Halifax International Airport Authority
- Founded: Halifax, Nova Scotia, Canada (1995)
- Headquarters: Halifax Stanfield International Airport, Goffs, Nova Scotia
- Number of locations: 1 airport
- Area served: Halifax Regional Municipality
- Key people: Peter McDonough (Chair) Joyce F. Carter, FCA (President and CEO)
- Services: Airport authority
- Revenue: $67 million (2010)
- Total assets: $73.4 million (2010)
- Number of employees: 132 full time 27 seasonal
- Website: http://www.hiaa.ca/

= Halifax International Airport Authority =

The Halifax International Airport Authority (HIAA) is a Canadian airport authority charged with operating Halifax Stanfield International Airport on behalf of Transport Canada.

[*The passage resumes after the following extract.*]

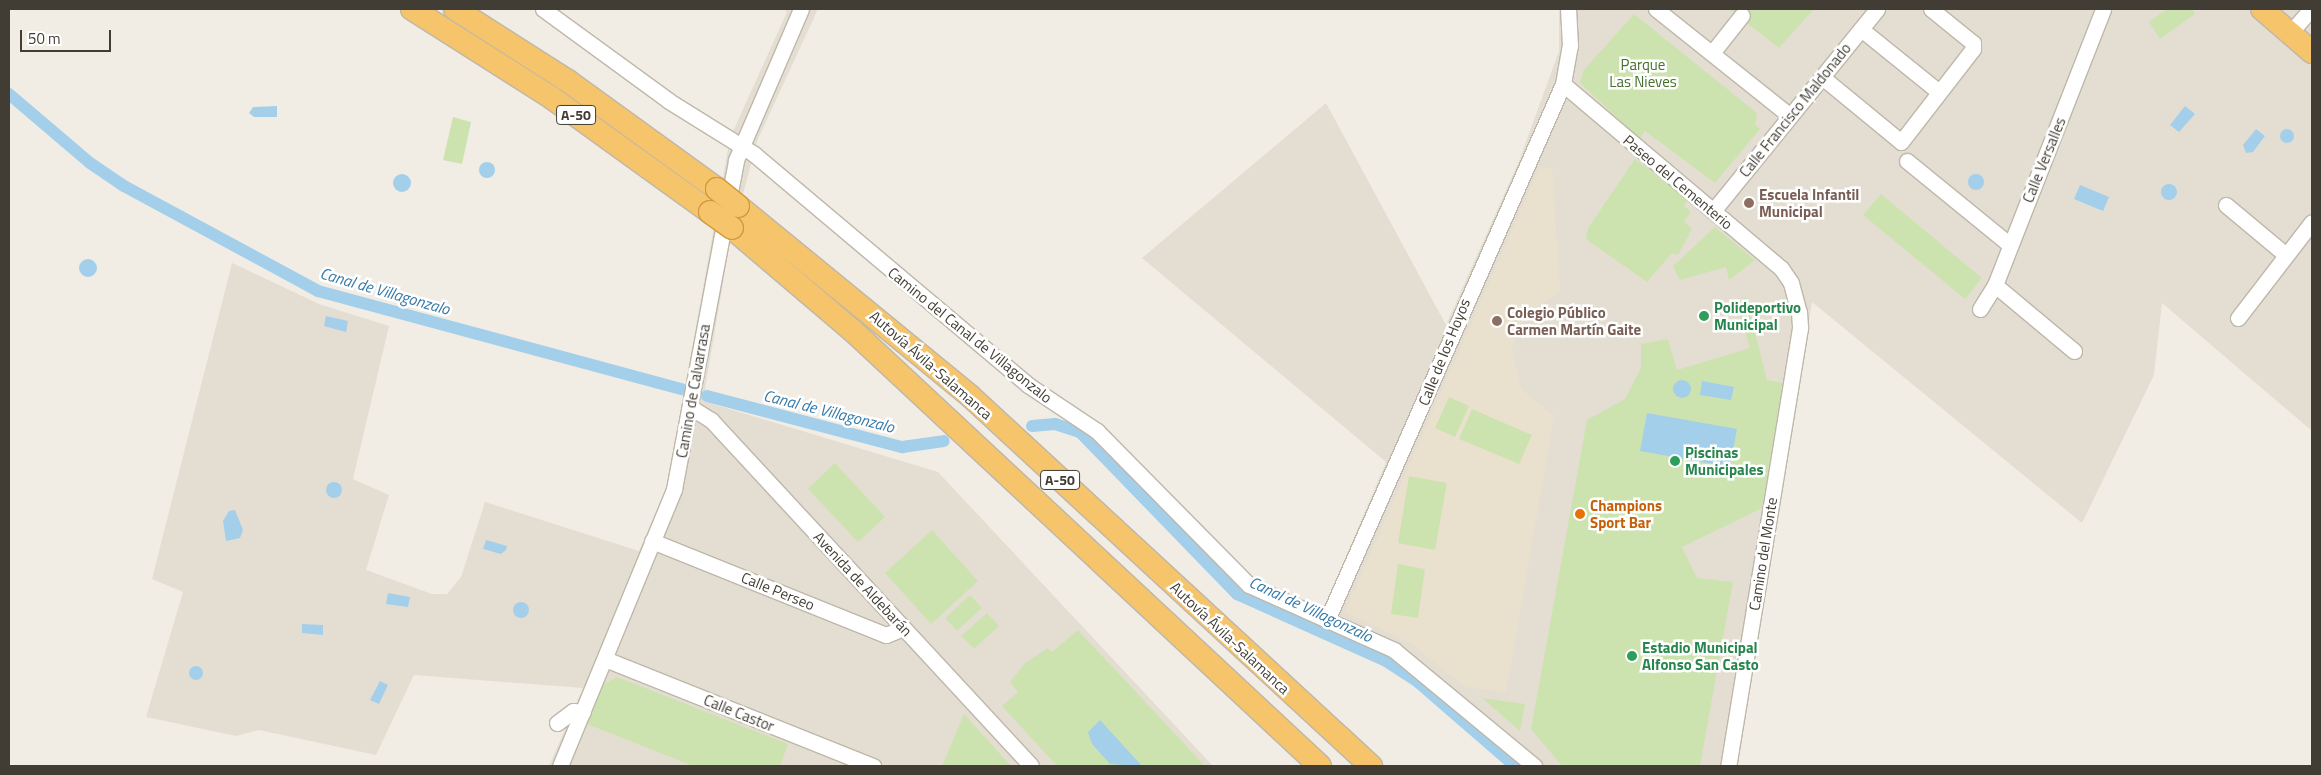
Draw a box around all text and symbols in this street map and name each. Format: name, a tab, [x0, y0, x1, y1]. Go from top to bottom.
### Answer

The HIAA was established in November 1995 in advance of changes to the operation of Canadian airports by the federal government. The federal government through its Department of Transport had owned and operated the airport since its construction in 1960, however by the 1990s it was examining ways to reduce the payroll and scope of Transport Canada's activities. Beginning with changes to the Canada Transportation Act in 1995, Transport Canada began to divest the operation of sea ports and airports to non-profit authorities.

On February 1, 2000 HIAA took over management of Halifax Stanfield International Airport from Transport Canada. Transport Canada remains the owner of the airport and charges the HIAA rent, as well as establishing regulations governing airport operations.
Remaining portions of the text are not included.